### [YOUR GOAL]
What is needed is a copy of each line in the listing that contains "Apex".

--

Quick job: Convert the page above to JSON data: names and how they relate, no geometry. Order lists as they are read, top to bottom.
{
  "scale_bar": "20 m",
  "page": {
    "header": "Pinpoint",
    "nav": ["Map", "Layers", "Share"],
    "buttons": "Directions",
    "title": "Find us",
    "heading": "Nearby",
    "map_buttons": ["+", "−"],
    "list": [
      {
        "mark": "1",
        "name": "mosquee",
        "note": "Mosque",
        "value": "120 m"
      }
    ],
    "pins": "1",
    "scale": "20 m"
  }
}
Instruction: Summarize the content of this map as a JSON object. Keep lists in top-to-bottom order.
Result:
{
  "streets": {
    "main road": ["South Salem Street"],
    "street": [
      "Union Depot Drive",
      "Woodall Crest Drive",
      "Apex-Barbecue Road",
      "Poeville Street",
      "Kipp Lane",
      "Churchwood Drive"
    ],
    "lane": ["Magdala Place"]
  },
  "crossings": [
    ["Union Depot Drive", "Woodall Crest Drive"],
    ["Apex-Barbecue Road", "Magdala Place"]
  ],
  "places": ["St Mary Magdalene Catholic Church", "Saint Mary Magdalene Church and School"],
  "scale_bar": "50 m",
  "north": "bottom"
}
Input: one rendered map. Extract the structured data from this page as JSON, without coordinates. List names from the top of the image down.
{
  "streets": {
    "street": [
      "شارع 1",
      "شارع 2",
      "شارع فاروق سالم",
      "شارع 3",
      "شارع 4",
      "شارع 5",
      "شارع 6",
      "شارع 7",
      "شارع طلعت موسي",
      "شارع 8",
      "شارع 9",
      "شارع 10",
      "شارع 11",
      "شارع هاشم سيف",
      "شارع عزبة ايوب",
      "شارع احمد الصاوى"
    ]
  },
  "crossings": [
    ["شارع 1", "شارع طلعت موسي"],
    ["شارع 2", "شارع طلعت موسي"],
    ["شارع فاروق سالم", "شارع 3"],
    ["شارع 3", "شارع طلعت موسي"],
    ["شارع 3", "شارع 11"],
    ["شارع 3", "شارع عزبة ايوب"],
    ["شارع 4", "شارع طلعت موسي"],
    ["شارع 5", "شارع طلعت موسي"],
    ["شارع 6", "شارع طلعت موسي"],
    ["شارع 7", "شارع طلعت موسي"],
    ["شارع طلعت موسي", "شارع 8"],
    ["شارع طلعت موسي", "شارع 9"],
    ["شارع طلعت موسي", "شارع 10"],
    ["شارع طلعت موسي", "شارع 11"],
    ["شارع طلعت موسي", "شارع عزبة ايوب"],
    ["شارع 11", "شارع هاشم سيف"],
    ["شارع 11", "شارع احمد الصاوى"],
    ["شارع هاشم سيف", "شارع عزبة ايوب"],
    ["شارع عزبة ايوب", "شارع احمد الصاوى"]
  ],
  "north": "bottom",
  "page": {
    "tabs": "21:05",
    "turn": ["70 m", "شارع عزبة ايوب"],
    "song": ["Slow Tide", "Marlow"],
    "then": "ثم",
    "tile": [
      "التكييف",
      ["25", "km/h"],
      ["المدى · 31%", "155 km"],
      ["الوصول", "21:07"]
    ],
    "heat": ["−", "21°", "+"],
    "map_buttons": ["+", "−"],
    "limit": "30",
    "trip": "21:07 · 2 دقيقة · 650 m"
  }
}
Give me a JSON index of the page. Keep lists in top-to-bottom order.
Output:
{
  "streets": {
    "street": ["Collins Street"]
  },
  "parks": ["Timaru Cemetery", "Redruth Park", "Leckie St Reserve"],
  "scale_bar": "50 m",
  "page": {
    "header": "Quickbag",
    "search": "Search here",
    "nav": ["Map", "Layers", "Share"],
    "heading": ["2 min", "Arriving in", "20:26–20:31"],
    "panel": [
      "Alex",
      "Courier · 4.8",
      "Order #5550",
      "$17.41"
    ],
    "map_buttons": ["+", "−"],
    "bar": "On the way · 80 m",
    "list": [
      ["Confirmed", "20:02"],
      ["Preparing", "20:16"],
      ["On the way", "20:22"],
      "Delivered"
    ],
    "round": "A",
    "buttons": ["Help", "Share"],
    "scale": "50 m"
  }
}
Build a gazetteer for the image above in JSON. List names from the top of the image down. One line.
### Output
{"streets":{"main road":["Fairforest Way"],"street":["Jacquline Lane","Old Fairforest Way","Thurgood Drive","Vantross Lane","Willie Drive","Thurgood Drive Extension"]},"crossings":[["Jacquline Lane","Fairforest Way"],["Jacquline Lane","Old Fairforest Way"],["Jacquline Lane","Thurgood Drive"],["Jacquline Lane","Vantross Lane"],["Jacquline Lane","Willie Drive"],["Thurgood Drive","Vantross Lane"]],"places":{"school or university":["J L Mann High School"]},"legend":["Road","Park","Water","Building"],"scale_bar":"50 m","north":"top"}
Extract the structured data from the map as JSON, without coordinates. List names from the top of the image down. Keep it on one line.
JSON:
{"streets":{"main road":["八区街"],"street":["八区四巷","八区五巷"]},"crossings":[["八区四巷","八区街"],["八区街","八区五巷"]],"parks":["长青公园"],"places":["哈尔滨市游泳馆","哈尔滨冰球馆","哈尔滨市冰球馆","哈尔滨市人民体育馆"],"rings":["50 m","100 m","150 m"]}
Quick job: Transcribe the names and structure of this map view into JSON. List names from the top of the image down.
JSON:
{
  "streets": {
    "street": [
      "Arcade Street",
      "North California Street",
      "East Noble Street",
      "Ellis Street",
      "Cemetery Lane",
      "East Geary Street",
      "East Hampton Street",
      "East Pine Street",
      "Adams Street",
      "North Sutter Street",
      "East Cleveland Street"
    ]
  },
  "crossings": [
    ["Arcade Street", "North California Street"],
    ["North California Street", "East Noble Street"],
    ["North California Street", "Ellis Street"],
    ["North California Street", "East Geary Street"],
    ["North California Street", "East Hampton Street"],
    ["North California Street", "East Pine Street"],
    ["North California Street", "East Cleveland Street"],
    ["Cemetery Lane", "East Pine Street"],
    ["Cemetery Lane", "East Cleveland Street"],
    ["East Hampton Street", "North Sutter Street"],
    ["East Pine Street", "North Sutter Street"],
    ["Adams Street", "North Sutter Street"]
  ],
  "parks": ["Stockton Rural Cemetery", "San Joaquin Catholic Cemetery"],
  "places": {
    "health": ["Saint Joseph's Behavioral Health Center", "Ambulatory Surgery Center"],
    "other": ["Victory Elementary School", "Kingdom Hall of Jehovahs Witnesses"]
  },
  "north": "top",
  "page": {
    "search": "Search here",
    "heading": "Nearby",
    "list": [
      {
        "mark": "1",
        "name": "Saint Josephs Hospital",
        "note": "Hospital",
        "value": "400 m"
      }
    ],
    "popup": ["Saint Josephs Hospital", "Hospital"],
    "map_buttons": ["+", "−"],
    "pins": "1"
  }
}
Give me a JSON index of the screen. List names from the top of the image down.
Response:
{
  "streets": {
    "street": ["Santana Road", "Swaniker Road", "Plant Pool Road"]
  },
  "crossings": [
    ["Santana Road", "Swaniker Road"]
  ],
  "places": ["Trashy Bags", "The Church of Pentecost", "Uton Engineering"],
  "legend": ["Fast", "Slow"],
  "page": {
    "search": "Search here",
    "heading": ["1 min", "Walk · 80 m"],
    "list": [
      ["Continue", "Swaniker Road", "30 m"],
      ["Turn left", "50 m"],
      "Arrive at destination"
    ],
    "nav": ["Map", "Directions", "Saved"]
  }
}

--

### [SOLUTION TO THE PROBLEM]
      "Apex-Barbecue Road",
    ["Apex-Barbecue Road", "Magdala Place"]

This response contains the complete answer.